Cash Car Trivia’s premise is simple: It is HQ for Uber. Install the Cash Car Trivia app, link it to your extant Uber app (sorry, Lyft/Grab/Ola/Didi/etc.-inclined friends; this is an Uber-only affair at present, despite having no formal affiliation with the company), and away you go. The next time you summon an Uber, your driver pressing the start trip button on their phone will automatically push an alert to yours: “Time to play Cash Car Trivia! Today’s prize is $100!” Click that and you will be sent to the first of 10 trivia questions; get them all right and you’ll receive a slice of that $100. Ignore the prompt, and your phone will send a second and final alert the moment your Uber ride ends: “You missed your chance to win $100. Play on your next ride to have a chance.”

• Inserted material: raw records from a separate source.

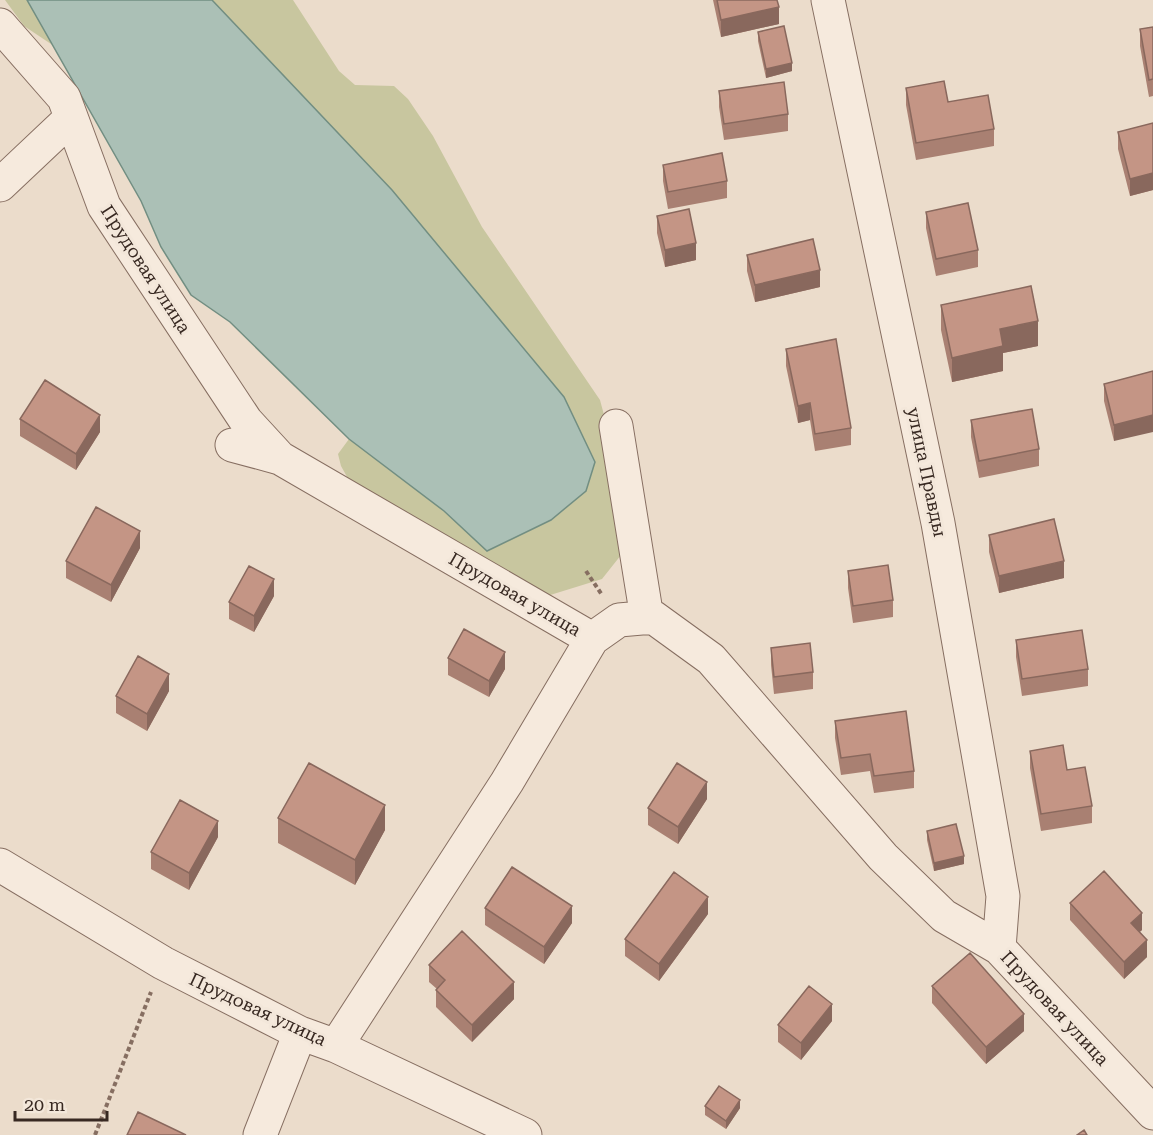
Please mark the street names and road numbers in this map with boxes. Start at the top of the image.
street label: Прудовая улица [97,201,195,337]
street label: улица Правды [903,405,951,539]
street label: Прудовая улица [445,548,585,640]
street label: Прудовая улица [997,946,1114,1070]
street label: Прудовая улица [186,968,330,1050]

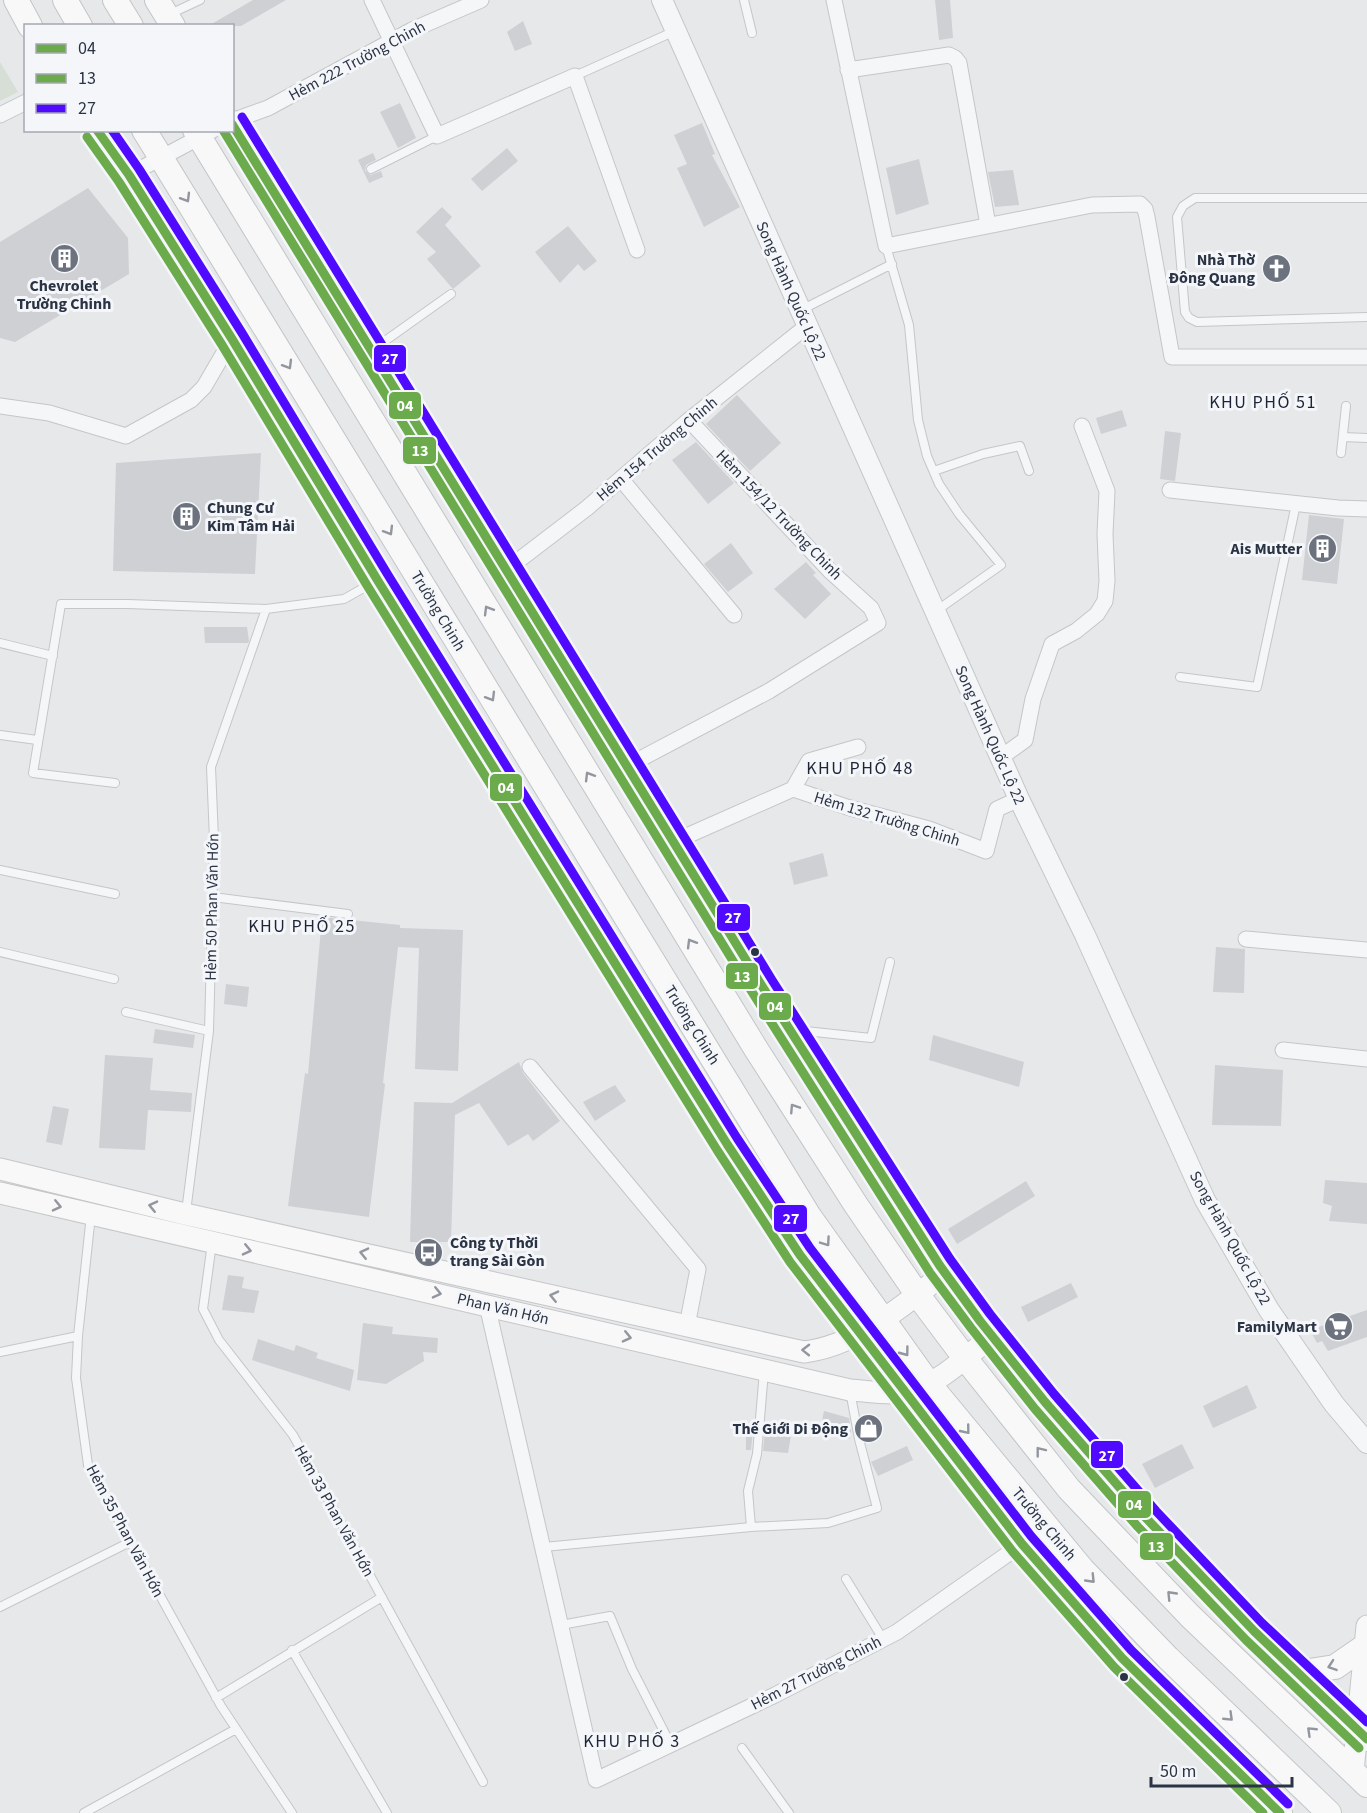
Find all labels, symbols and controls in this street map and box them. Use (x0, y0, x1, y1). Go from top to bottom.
street label: Hẻm 222 Trường Chinh (285, 16, 429, 106)
legend (24, 24, 234, 132)
text: 04 (78, 36, 96, 61)
text: 13 (78, 66, 96, 91)
text: 27 (78, 96, 96, 121)
one-way arrow (178, 192, 190, 202)
street label: Song Hành Quốc Lộ 22 (750, 218, 832, 364)
building icon: Chevrolet Trường Chinh (48, 242, 80, 274)
place label: Nhà Thờ Đông Quang (1169, 249, 1256, 289)
church icon: Nhà Thờ Đông Quang (1260, 253, 1292, 285)
place label: Chevrolet Trường Chinh (17, 275, 111, 315)
line badge: 27 (373, 344, 407, 373)
text: 27 (382, 348, 398, 370)
one-way arrow (280, 359, 292, 369)
district label: KHU PHỐ 51 (1209, 390, 1317, 415)
line badge: 04 (388, 391, 422, 420)
street label: Hẻm 154 Trường Chinh (592, 392, 722, 506)
text: 04 (397, 395, 414, 417)
line badge: 13 (402, 436, 437, 465)
text: 13 (412, 440, 428, 462)
street label: Hẻm 154/12 Trường Chinh (711, 445, 847, 585)
place label: Chung Cư Kim Tâm Hải (207, 497, 295, 537)
building icon: Chung Cư Kim Tâm Hải (170, 501, 202, 533)
one-way arrow (382, 525, 394, 535)
building icon: Ais Mutter (1307, 533, 1339, 565)
place label: Ais Mutter (1230, 538, 1303, 560)
street label: Trường Chinh (405, 567, 471, 655)
one-way arrow (483, 606, 495, 616)
street label: Song Hành Quốc Lộ 22 (949, 662, 1031, 808)
one-way arrow (484, 691, 496, 701)
district label: KHU PHỐ 48 (806, 756, 914, 781)
one-way arrow (585, 772, 597, 782)
line badge: 04 (489, 773, 523, 802)
text: 04 (498, 777, 515, 799)
street label: Hẻm 132 Trường Chinh (811, 786, 963, 852)
street label: Hẻm 50 Phan Văn Hớn (200, 833, 224, 981)
line badge: 27 (716, 903, 751, 932)
text: 27 (725, 907, 741, 929)
district label: KHU PHỐ 25 (248, 914, 356, 939)
one-way arrow (687, 939, 698, 949)
unlabelled marker (749, 946, 761, 958)
line badge: 13 (725, 962, 759, 990)
text: 13 (734, 966, 750, 988)
street label: Trường Chinh (659, 981, 725, 1069)
line badge: 04 (758, 992, 792, 1021)
text: 04 (767, 996, 784, 1018)
one-way arrow (789, 1104, 801, 1114)
street label: Song Hành Quốc Lộ 22 (1184, 1167, 1276, 1309)
one-way arrow (52, 1199, 62, 1212)
one-way arrow (148, 1200, 158, 1213)
line badge: 27 (773, 1204, 808, 1233)
text: 27 (783, 1208, 799, 1230)
place label: Công ty Thời trang Sài Gòn (450, 1232, 545, 1272)
one-way arrow (819, 1235, 830, 1246)
bus stop icon: Công ty Thời trang Sài Gòn (413, 1236, 445, 1268)
one-way arrow (242, 1242, 252, 1255)
one-way arrow (359, 1248, 369, 1261)
one-way arrow (432, 1286, 442, 1299)
street label: Phan Văn Hớn (455, 1288, 551, 1330)
one-way arrow (549, 1290, 559, 1303)
supermarket icon: FamilyMart (1322, 1311, 1354, 1343)
place label: FamilyMart (1237, 1316, 1317, 1338)
one-way arrow (622, 1330, 632, 1343)
one-way arrow (801, 1344, 810, 1356)
one-way arrow (898, 1346, 909, 1357)
shop icon: Thế Giới Di Động (853, 1413, 885, 1445)
place label: Thế Giới Di Động (733, 1418, 848, 1440)
one-way arrow (959, 1423, 970, 1434)
line badge: 27 (1090, 1440, 1124, 1469)
street label: Hẻm 33 Phan Văn Hớn (289, 1441, 379, 1581)
text: 27 (1099, 1445, 1115, 1467)
one-way arrow (1036, 1447, 1047, 1458)
street label: Hẻm 35 Phan Văn Hớn (81, 1461, 169, 1601)
street label: Trường Chinh (1007, 1482, 1081, 1566)
line badge: 04 (1117, 1490, 1152, 1519)
text: 04 (1126, 1494, 1143, 1516)
line badge: 13 (1139, 1532, 1174, 1561)
text: 13 (1148, 1536, 1164, 1558)
one-way arrow (1084, 1572, 1095, 1583)
one-way arrow (1167, 1592, 1178, 1602)
street label: Hẻm 27 Trường Chinh (747, 1631, 885, 1715)
one-way arrow (1328, 1659, 1338, 1671)
unlabelled marker (1118, 1671, 1130, 1683)
one-way arrow (1223, 1710, 1233, 1721)
one-way arrow (1307, 1727, 1317, 1738)
district label: KHU PHỐ 3 (583, 1729, 681, 1754)
scale bar (1151, 1750, 1292, 1788)
text: 50 m (1160, 1759, 1196, 1784)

It is a strange thing. You’re buying a service and you’re competing to be paid yourself. And how does your driver, the person who’s actually doing the thing that enables the competition and who receives no notification that a game is commencing behind them, fit in? If Uber’s selling point has long been that it will deliver you from Point A to Point B with nary a credit card swipe nor, should you wish to avoid it, an exchange about the weather, what does it mean if both people in the car are getting paid, without the driver even knowing? “Love this app!!” reads one of two reviews in Apple’s App Store. “I use it every time I Uber. And an added bonus for those introvert moments: pop your headphones in and you don’t have to converse with your driver. Win win!” No conversing, no tipping, possibly no dip in your bank account — who could complain?
Cash Car Trivia is the first app released by the five-month-old, Brooklyn-based studio Kaffee Labs. The HQ similarities are hard to ignore: Cash Car is, like the occasionally Robert De Niro–featuring mobile quiz megahit, a jaunty, brightly colored, multiple-choice affair that runs through a variety of general-interest categories: things like “If you’re talking about electricity, what does ‘DC’ stand for?” and “What ‘alter ego’ of Nicki Minaj helps name her second studio album?” Like HQ, it is free to play, with the prize dough coming from some amorphous pool of seed money and the monetization still, as in the early days of HQ, seemingly yet to come. There is no Scott, given the game is not live, which means you’ll find yourself trying to read the occasionally wordy prompts as quickly as possible as you rocket over the 2017–2018 perma-winter’s leftover potholes. As on HQ, the questions are sometimes maddeningly specific. Don’t know if the average number of miles between Pluto and the Sun is 14,000,000,000 or 3,666,000,000? Too bad. Still, I found myself dreaming of an Uber Pool trivia nirvana: Me and a handful of my brilliant new best friends huddled together over my glowing phone, screaming STATUE OF LIBERTY!!! in unison and taking our hard-fought $100 out to celebrate, our original destinations scrapped.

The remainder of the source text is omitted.